We are constantly thinking about how we can improve the learning practices of our boys here at Lindfield. Our parents partner with the school to help with homework, reading, practicing music, sport and other skills. I know lots of mums and dads are really involved in playing sport with their son and helping them develop their skills and love of the games they play. I recently read an interesting article from Doug Lemov. He sets out all manner of interesting ideas that are useful for parents and teachers alike around how we help our boys improve and develop their skills, thinking and motivation in their learning at school, in music and on the sporting field.
He argues that if our boys practice skills imperfectly we are encoding the wrong moves permanently. He used soccer skills coaching as an example. He said that coaches often don’t insist on the skills being practiced correctly and there is not enough checking in and follow up. He also advocated a very practical emphasis to all coaching whether by teachers, parents or coaches but says many coaches set drills that are too hard and so boys lose motivation or do them poorly.
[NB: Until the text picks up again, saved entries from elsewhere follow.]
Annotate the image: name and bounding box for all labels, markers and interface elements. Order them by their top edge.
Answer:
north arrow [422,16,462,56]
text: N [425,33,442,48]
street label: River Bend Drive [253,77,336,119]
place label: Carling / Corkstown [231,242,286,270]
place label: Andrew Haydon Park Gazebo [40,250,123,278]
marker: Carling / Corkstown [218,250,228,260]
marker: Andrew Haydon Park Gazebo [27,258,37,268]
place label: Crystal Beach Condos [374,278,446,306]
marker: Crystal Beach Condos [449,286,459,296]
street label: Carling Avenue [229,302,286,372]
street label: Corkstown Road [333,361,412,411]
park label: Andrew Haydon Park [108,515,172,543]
If you are keen to help your son develop his skills and want to provide advice, you need to do it in a way that is fun for him and for you, helps him improve and motivates him to practice more often.
When he makes a mistake (which is a crucial part of the learning), it is really important to give him the opportunity to go back and do something again as soon as possible so he can improve. Often parents tell their children what was done incorrectly but don’t give them the opportunity to try it again and learn and celebrate when they ‘get it’.
If you are helping your son with his learning, his music or sporting skills, it is really important to model and describe what it is that you would like to see him doing. Now this may be a bit difficult if your son is a trumpeter and you have no idea about the trumpet. Maybe finding an appropriate video would be helpful.
If the skill you are trying to teach involves performance of any sort, using video is a great way to help your son learn. Video him kicking the ball, swimming, practicing his music, cooking.
Feedback is best given straight away. If you wait a day, or even ten minutes for the little ones, the opportunity is often gone. Remember give feedback, model and describe what should happen and then try it again.
Always focus on and build on what is right rather than what is wrong. But don’t give vague praise, make it specific and useful.
‘Good, Shayne, you moved your feet quickly and got behind the ball’
Well done, you read all the words accurately and fluently.
Well Done Pascal, you played that piece of music with correct pauses and a mixture of soft and louder sections.
Tame your inner expert. You don’t need to tell your son everything at once. Focus on one thing at a time. Focus on explaining what you want to see, not what is wrong. It is normal to make mistakes, that is how we learn, so make sure you convey that message.
You also need to show that you make mistakes, that you are willing to try and you make mistakes as well. ‘What is something that I could do better?’
The long and the short of doing things with your son is that it should be fun, if you are going to give him advice, it needs to be positive, specific and motivating.
Remember practice does not make perfect, perfect practice repeated many times makes perfect.